Data provided:
============================================================
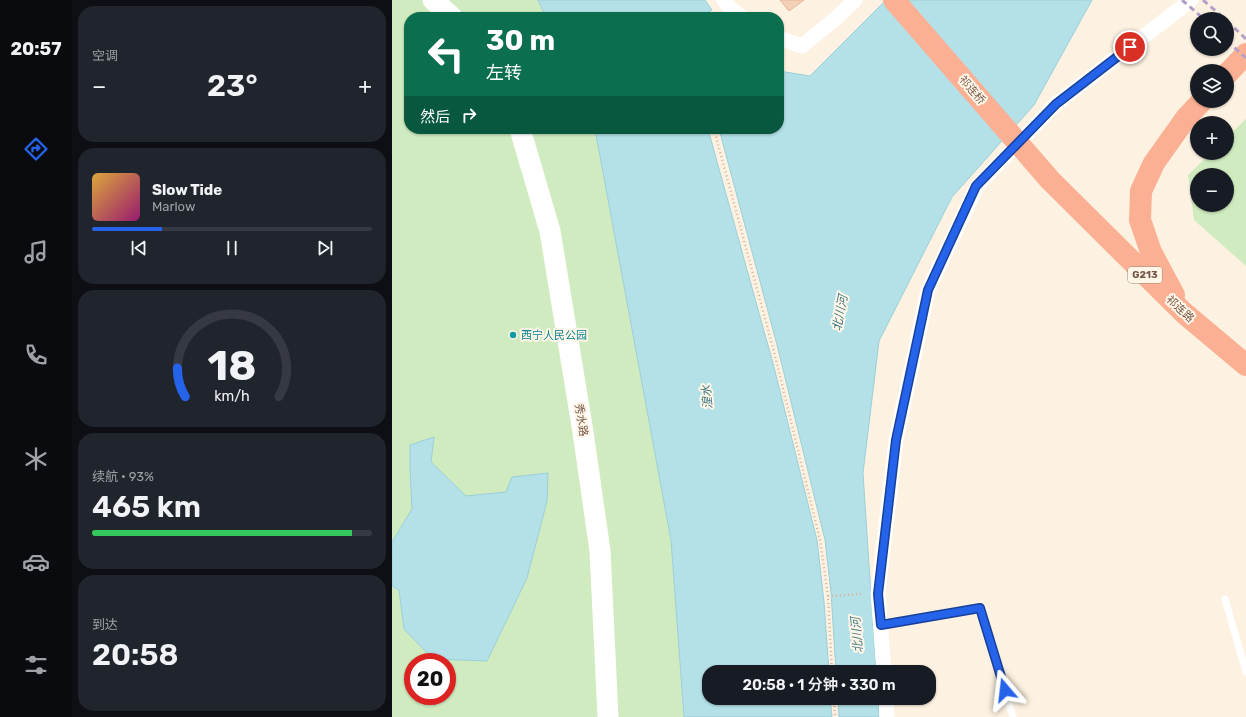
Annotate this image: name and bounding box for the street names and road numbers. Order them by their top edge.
street label: 祁连桥 [956,73,988,107]
road number: G213 [1128,267,1162,283]
street label: 祁连路 [1163,293,1197,325]
street label: 秀水路 [572,403,590,437]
============================================================
What you are asked to do: Set down the entries word for word, omitting all pictures.

Expected answer:
Annotate this image: name and bounding box for the street names and road numbers. Order them by their top edge.
street label: 祁连桥 [956,73,988,107]
road number: G213 [1128,267,1162,283]
street label: 祁连路 [1163,293,1197,325]
street label: 秀水路 [572,403,590,437]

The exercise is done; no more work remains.